◆ PROBLEM DETAILS
Leave the pictures aside and copy all the data exactly.

◆ EXTRACTED MATERIAL
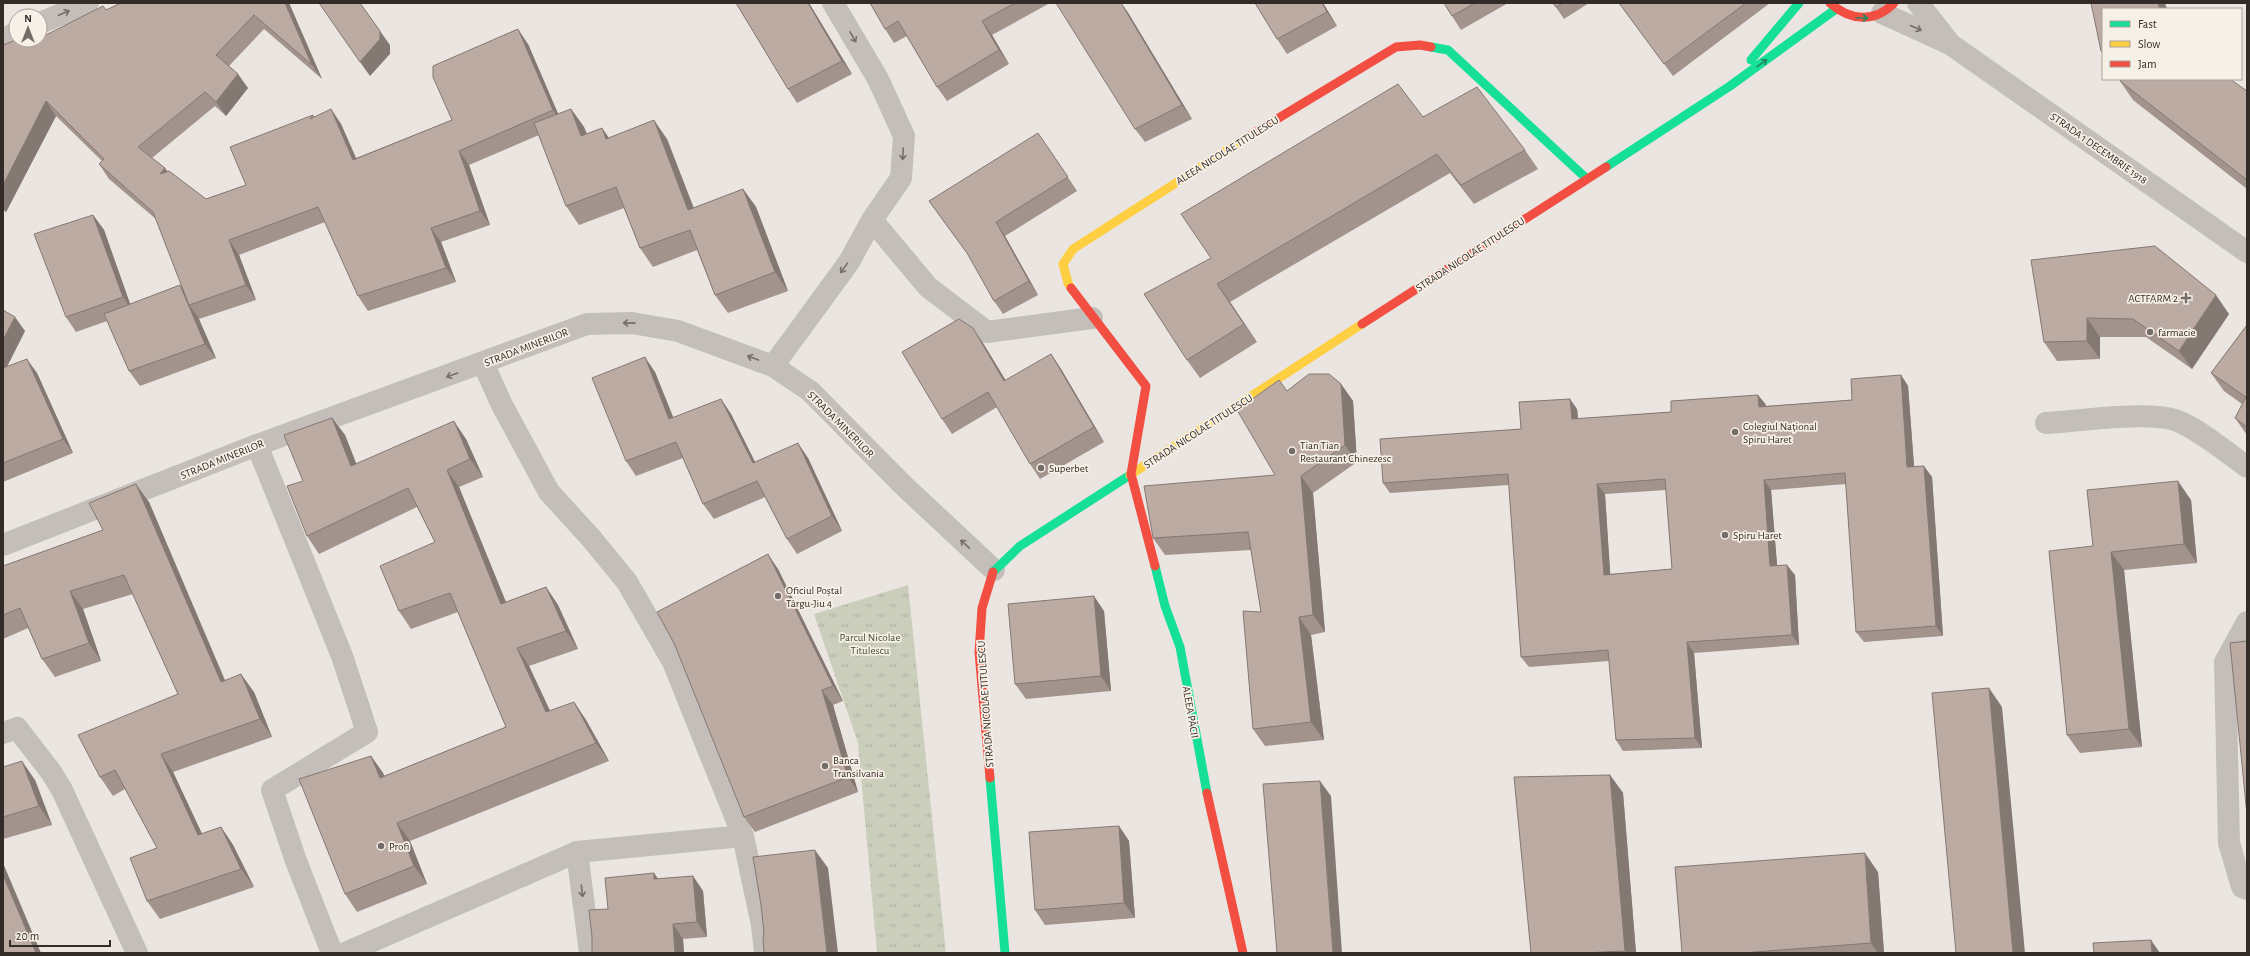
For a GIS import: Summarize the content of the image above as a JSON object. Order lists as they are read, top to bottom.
{
  "streets": {
    "main road": ["ALEEA NICOLAE TITULESCU", "STRADA NICOLAE TITULESCU", "ALEEA PĂCII"],
    "street": ["STRADA 1 DECEMBRIE 1918", "STRADA MINERILOR"]
  },
  "crossings": [
    ["STRADA 1 DECEMBRIE 1918", "STRADA NICOLAE TITULESCU"],
    ["ALEEA NICOLAE TITULESCU", "STRADA NICOLAE TITULESCU"],
    ["ALEEA NICOLAE TITULESCU", "ALEEA PĂCII"],
    ["STRADA NICOLAE TITULESCU", "STRADA MINERILOR"],
    ["STRADA NICOLAE TITULESCU", "ALEEA PĂCII"]
  ],
  "one_way": ["STRADA MINERILOR"],
  "parks": ["Parcul Nicolae Titulescu"],
  "places": {
    "health": ["ACTFARM 2"],
    "other": [
      "farmacie",
      "Colegiul Național Spiru Haret",
      "Tian Tian Restaurant Chinezesc",
      "Superbet",
      "Spiru Haret",
      "Oficiul Poștal Târgu-Jiu 4",
      "Banca Transilvania",
      "Profi"
    ]
  },
  "legend": ["Fast", "Slow", "Jam"],
  "scale_bar": "20 m",
  "north": "top"
}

◆ THE ANSWER
For a GIS import: Summarize the content of the image above as a JSON object. Order lists as they are read, top to bottom.
{
  "streets": {
    "main road": ["ALEEA NICOLAE TITULESCU", "STRADA NICOLAE TITULESCU", "ALEEA PĂCII"],
    "street": ["STRADA 1 DECEMBRIE 1918", "STRADA MINERILOR"]
  },
  "crossings": [
    ["STRADA 1 DECEMBRIE 1918", "STRADA NICOLAE TITULESCU"],
    ["ALEEA NICOLAE TITULESCU", "STRADA NICOLAE TITULESCU"],
    ["ALEEA NICOLAE TITULESCU", "ALEEA PĂCII"],
    ["STRADA NICOLAE TITULESCU", "STRADA MINERILOR"],
    ["STRADA NICOLAE TITULESCU", "ALEEA PĂCII"]
  ],
  "one_way": ["STRADA MINERILOR"],
  "parks": ["Parcul Nicolae Titulescu"],
  "places": {
    "health": ["ACTFARM 2"],
    "other": [
      "farmacie",
      "Colegiul Național Spiru Haret",
      "Tian Tian Restaurant Chinezesc",
      "Superbet",
      "Spiru Haret",
      "Oficiul Poștal Târgu-Jiu 4",
      "Banca Transilvania",
      "Profi"
    ]
  },
  "legend": ["Fast", "Slow", "Jam"],
  "scale_bar": "20 m",
  "north": "top"
}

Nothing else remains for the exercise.